Data extracted from a collection
━━━━
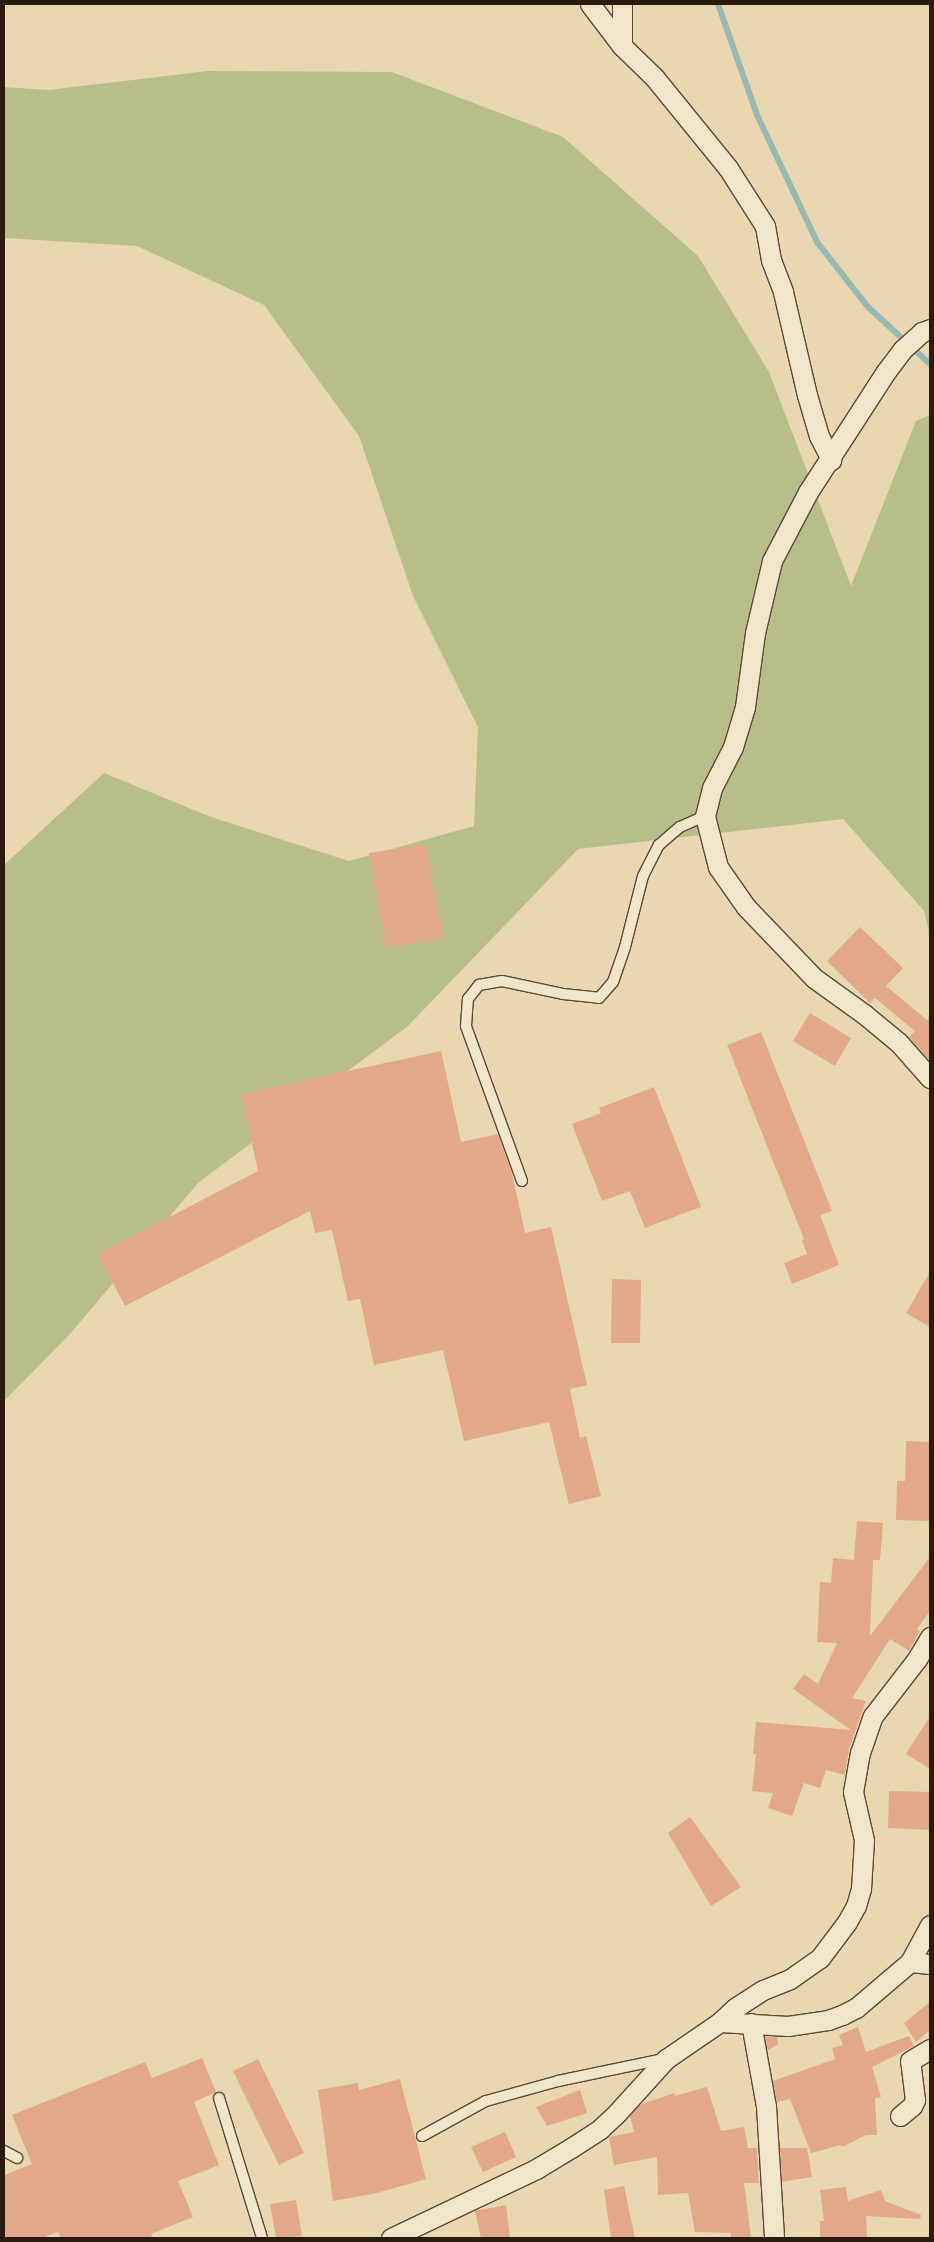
<!DOCTYPE html>
<html>
<head>
<meta charset="utf-8">
<style>
	body { margin:0 }
	#map { position:relative; width:934px; height:2242px; overflow:hidden; background:#e9d7b1; font-family:"Libre Caslon Text",serif }
	div>[style] { position:absolute }
	.green>* { inset:0; background:#b8be8a }
	.stream>* { height:6px; margin:-3px; padding:0 3px; transform-origin:3px; border-radius:3px; background:#98b8b1 }
	.building>* { inset:0; background:#e1a989 }
	.roads { filter:drop-shadow(1px 0 #5a4a36) drop-shadow(-1px 0 #5a4a36) drop-shadow(0 1px #5a4a36) drop-shadow(0 -1px #5a4a36) }
	.lane>* { height:10px; margin:-5px; padding:0 5px; transform-origin:5px; border-radius:5px; background:#f1e5cc }
	.street>* { height:19px; margin:-9.5px; padding:0 9.5px; transform-origin:9.5px; border-radius:9.5px; background:#f1e5cc }
	span { translate:-50% -50%; white-space:nowrap; text-align:center; line-height:1.15; -webkit-text-stroke:4.5px #f1e5cc; paint-order:stroke }
	.frame { position:absolute; inset:0; border:5px solid #2b1b0d; pointer-events:none }
</style>
</head>
<body>
<div id="map">
	<div class="green">
		<div style="clip-path:polygon(208px 71px,392px 72px,563px 137px,698px 256px,769px 372px,851px 586px,916px 421px,930px 415px,930px 936px,924px 911px,843px 819px,578px 849px,408px 1026px,199px 1182px,69px 1335px,4px 1401px,4px 865px,104px 773px,211px 817px,349px 861px,474px 826px,478px 727px,413px 596px,359px 436px,264px 305px,137px 246px,4px 238px,4px 87px,48px 90px)"></div>
	</div>
	<div class="stream">
		<div style="left:718px;top:4px;width:118px;rotate:70.6deg"></div>
		<div style="left:757px;top:115px;width:140px;rotate:64.7deg"></div>
		<div style="left:817px;top:242px;width:83px;rotate:51.9deg"></div>
		<div style="left:868px;top:307px;width:84px;rotate:42.6deg"></div>
	</div>
	<div class="building">
		<div style="clip-path:polygon(426px 844px,443px 938px,386px 948px,369px 853px)"></div>
		<div style="clip-path:polygon(860px 927px,903px 968px,886px 986px,927px 1020px,930px 1017px,930px 1061px,909px 1037px,915px 1031px,875px 998px,870px 1003px,827px 961px)"></div>
		<div style="clip-path:polygon(810px 1013px,851px 1038px,835px 1066px,793px 1041px)"></div>
		<div style="clip-path:polygon(761px 1032px,832px 1211px,820px 1215px,839px 1265px,792px 1284px,784px 1263px,807px 1254px,802px 1240px,804px 1239px,727px 1045px)"></div>
		<div style="clip-path:polygon(441px 1051px,461px 1142px,498px 1134px,512px 1174px,525px 1233px,551px 1227px,587px 1385px,570px 1389px,580px 1438px,586px 1436px,601px 1496px,569px 1504px,549px 1422px,464px 1441px,443px 1350px,374px 1365px,360px 1299px,348px 1301px,332px 1230px,315px 1233px,310px 1211px,125px 1306px,98px 1254px,258px 1171px,241px 1094px)"></div>
		<div style="clip-path:polygon(654px 1087px,701px 1207px,645px 1228px,630px 1191px,602px 1201px,572px 1124px,601px 1113px,599px 1108px)"></div>
		<div style="clip-path:polygon(930px 1272px,930px 1327px,906px 1313px)"></div>
		<div style="clip-path:polygon(612px 1279px,641px 1280px,640px 1343px,611px 1343px)"></div>
		<div style="clip-path:polygon(906px 1441px,930px 1442px,930px 1521px,896px 1520px,897px 1481px,905px 1481px)"></div>
		<div style="clip-path:polygon(857px 1521px,883px 1523px,880px 1560px,873px 1560px,870px 1636px,930px 1557px,930px 1611px,917px 1629px,920px 1631px,909px 1651px,890px 1639px,852px 1698px,866px 1701px,849px 1749px,845px 1775px,826px 1770px,820px 1788px,804px 1783px,792px 1816px,768px 1808px,773px 1793px,752px 1791px,756px 1754px,753px 1754px,756px 1722px,851px 1730px,793px 1689px,804px 1674px,818px 1684px,837px 1643px,817px 1642px,820px 1582px,831px 1583px,833px 1558px,854px 1560px)"></div>
		<div style="clip-path:polygon(930px 1716px,930px 1769px,906px 1754px)"></div>
		<div style="clip-path:polygon(889px 1791px,930px 1792px,930px 1830px,888px 1828px)"></div>
		<div style="clip-path:polygon(690px 1817px,741px 1887px,711px 1906px,668px 1833px)"></div>
		<div style="clip-path:polygon(930px 2002px,930px 2030px,916px 2042px,904px 2023px)"></div>
		<div style="clip-path:polygon(858px 2027px,866px 2052px,909px 2036px,914px 2046px,872px 2067px,881px 2097px,875px 2099px,877px 2135px,866px 2135px,842px 2147px,841px 2145px,811px 2153px,790px 2099px,777px 2102px,773px 2081px,835px 2059px,832px 2048px,843px 2045px,839px 2035px)"></div>
		<div style="clip-path:polygon(765px 2036px,777px 2037px,778px 2044px,767px 2051px)"></div>
		<div style="clip-path:polygon(202px 2058px,216px 2092px,194px 2102px,219px 2165px,178px 2181px,193px 2217px,151px 2234px,153px 2238px,61px 2238px,58px 2232px,42px 2238px,4px 2238px,4px 2175px,32px 2164px,12px 2115px,145px 2062px,152px 2078px)"></div>
		<div style="clip-path:polygon(258px 2059px,304px 2153px,279px 2165px,233px 2071px)"></div>
		<div style="clip-path:polygon(400px 2079px,426px 2179px,377px 2193px,333px 2201px,318px 2090px,358px 2083px,359px 2090px)"></div>
		<div style="clip-path:polygon(707px 2087px,721px 2131px,744px 2127px,748px 2148px,757px 2148px,759px 2183px,744px 2183px,751px 2238px,731px 2238px,731px 2233px,695px 2232px,688px 2193px,658px 2195px,657px 2157px,614px 2165px,609px 2137px,634px 2132px,630px 2116px,640px 2105px,674px 2093px,675px 2096px)"></div>
		<div style="clip-path:polygon(580px 2090px,587px 2113px,547px 2126px,536px 2107px)"></div>
		<div style="clip-path:polygon(505px 2132px,516px 2157px,483px 2172px,471px 2147px)"></div>
		<div style="clip-path:polygon(780px 2148px,807px 2148px,812px 2177px,782px 2182px)"></div>
		<div style="clip-path:polygon(624px 2186px,635px 2238px,611px 2238px,604px 2190px)"></div>
		<div style="clip-path:polygon(846px 2187px,848px 2201px,881px 2190px,885px 2201px,921px 2215px,920px 2219px,866px 2216px,867px 2238px,820px 2238px,820px 2221px,824px 2221px,820px 2190px)"></div>
		<div style="clip-path:polygon(296px 2200px,302px 2236px,276px 2238px,270px 2204px)"></div>
		<div style="clip-path:polygon(506px 2205px,510px 2238px,481px 2238px,475px 2211px)"></div>
	</div>
	<div class="roads">
		<div class="lane">
			<div style="left:522px;top:1181px;width:165px;rotate:-109.9deg"></div>
			<div style="left:466px;top:1026px;width:27px;rotate:-86deg"></div>
			<div style="left:468px;top:999px;width:18px;rotate:-52deg"></div>
			<div style="left:479px;top:985px;width:23px;rotate:-10deg"></div>
			<div style="left:502px;top:981px;width:62px;rotate:12deg"></div>
			<div style="left:563px;top:994px;width:36px;rotate:6deg"></div>
			<div style="left:599px;top:998px;width:21px;rotate:-49deg"></div>
			<div style="left:613px;top:982px;width:37px;rotate:-71deg"></div>
			<div style="left:625px;top:947px;width:73px;rotate:-75.8deg"></div>
			<div style="left:643px;top:876px;width:35px;rotate:-63deg"></div>
			<div style="left:659px;top:845px;width:28px;rotate:-41deg"></div>
			<div style="left:680px;top:827px;width:27px;rotate:-24deg"></div>
			<div style="left:219px;top:2098px;width:146px;rotate:72.9deg"></div>
			<div style="left:422px;top:2136px;width:73px;rotate:-28.7deg"></div>
			<div style="left:486px;top:2101px;width:75px;rotate:-15.5deg"></div>
			<div style="left:558px;top:2081px;width:107px;rotate:-11.8deg"></div>
			<div style="left:4px;top:2151px;width:15px;rotate:28deg"></div>
		</div>
		<div class="street">
			<div style="left:590px;top:4px;width:53px;rotate:52.7deg"></div>
			<div style="left:622px;top:46px;width:45px;rotate:44.1deg"></div>
			<div style="left:654px;top:77px;width:117px;rotate:50.9deg"></div>
			<div style="left:728px;top:168px;width:69px;rotate:57.5deg"></div>
			<div style="left:765px;top:226px;width:35px;rotate:80deg"></div>
			<div style="left:771px;top:260px;width:34px;rotate:69deg"></div>
			<div style="left:783px;top:292px;width:106px;rotate:76.9deg"></div>
			<div style="left:807px;top:395px;width:43px;rotate:73.7deg"></div>
			<div style="left:819px;top:436px;width:27px;rotate:63deg"></div>
			<div style="left:622px;top:4px;width:42px;rotate:90deg"></div>
			<div style="left:930px;top:329px;width:9px;rotate:159deg"></div>
			<div style="left:922px;top:332px;width:25px;rotate:138deg"></div>
			<div style="left:903px;top:349px;width:30px;rotate:127deg"></div>
			<div style="left:885px;top:373px;width:142px;rotate:122.9deg"></div>
			<div style="left:808px;top:492px;width:78px;rotate:117.6deg"></div>
			<div style="left:772px;top:561px;width:74px;rotate:103.3deg"></div>
			<div style="left:755px;top:633px;width:75px;rotate:97.7deg"></div>
			<div style="left:745px;top:707px;width:42px;rotate:106.7deg"></div>
			<div style="left:733px;top:747px;width:46px;rotate:117.1deg"></div>
			<div style="left:712px;top:788px;width:29px;rotate:104deg"></div>
			<div style="left:705px;top:816px;width:53px;rotate:75.7deg"></div>
			<div style="left:718px;top:867px;width:49px;rotate:55deg"></div>
			<div style="left:746px;top:907px;width:98px;rotate:46.2deg"></div>
			<div style="left:814px;top:978px;width:62px;rotate:35.8deg"></div>
			<div style="left:864px;top:1014px;width:45px;rotate:39.6deg"></div>
			<div style="left:899px;top:1043px;width:47px;rotate:48.5deg"></div>
			<div style="left:910px;top:1962px;width:20px;rotate:6deg"></div>
			<div style="left:720px;top:2022px;width:68px;rotate:3.4deg"></div>
			<div style="left:788px;top:2026px;width:40px;rotate:-8.5deg"></div>
			<div style="left:828px;top:2020px;width:15px;rotate:-20deg"></div>
			<div style="left:842px;top:2015px;width:16px;rotate:-27deg"></div>
			<div style="left:856px;top:2008px;width:71px;rotate:-40.4deg"></div>
			<div style="left:910px;top:1962px;width:42px;rotate:-61.6deg"></div>
			<div style="left:751px;top:2023px;width:84px;rotate:79.8deg"></div>
			<div style="left:766px;top:2106px;width:132px;rotate:86.5deg"></div>
			<div style="left:900px;top:2116px;width:16px;rotate:-40deg"></div>
			<div style="left:912px;top:2106px;width:7px;rotate:-63deg"></div>
			<div style="left:915px;top:2100px;width:39px;rotate:-97deg"></div>
			<div style="left:910px;top:2061px;width:23px;rotate:-31deg"></div>
			<div style="left:391px;top:2238px;width:161px;rotate:-25.4deg"></div>
			<div style="left:536px;top:2169px;width:41px;rotate:-31deg"></div>
			<div style="left:571px;top:2148px;width:35px;rotate:-33deg"></div>
			<div style="left:600px;top:2129px;width:23px;rotate:-43deg"></div>
			<div style="left:617px;top:2113px;width:73px;rotate:-47.8deg"></div>
			<div style="left:666px;top:2059px;width:65px;rotate:-34.4deg"></div>
			<div style="left:720px;top:2022px;width:21px;rotate:-43deg"></div>
			<div style="left:735px;top:2008px;width:33px;rotate:-33deg"></div>
			<div style="left:763px;top:1990px;width:29px;rotate:-22deg"></div>
			<div style="left:790px;top:1979px;width:37px;rotate:-35deg"></div>
			<div style="left:820px;top:1958px;width:45px;rotate:-53.1deg"></div>
			<div style="left:847px;top:1922px;width:18px;rotate:-61deg"></div>
			<div style="left:856px;top:1906px;width:18px;rotate:-74deg"></div>
			<div style="left:861px;top:1889px;width:49px;rotate:-86.5deg"></div>
			<div style="left:864px;top:1840px;width:49px;rotate:-102.9deg"></div>
			<div style="left:853px;top:1792px;width:40px;rotate:-80deg"></div>
			<div style="left:860px;top:1753px;width:39px;rotate:-71deg"></div>
			<div style="left:873px;top:1716px;width:72px;rotate:-52.3deg"></div>
			<div style="left:917px;top:1659px;width:26px;rotate:-59deg"></div>
		</div>
	</div>
	<div class="frame"></div>
</div>
</body>
</html>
━━━━
*Prompt*. Leaving out every picture, repeat exactly the lines of the records from the start through the line that has "height:6px; margin:-3px; padding:0".

*Solution*.
<!DOCTYPE html>
<html>
<head>
<meta charset="utf-8">
<style>
	body { margin:0 }
	#map { position:relative; width:934px; height:2242px; overflow:hidden; background:#e9d7b1; font-family:"Libre Caslon Text",serif }
	div>[style] { position:absolute }
	.green>* { inset:0; background:#b8be8a }
	.stream>* { height:6px; margin:-3px; padding:0 3px; transform-origin:3px; border-radius:3px; background:#98b8b1 }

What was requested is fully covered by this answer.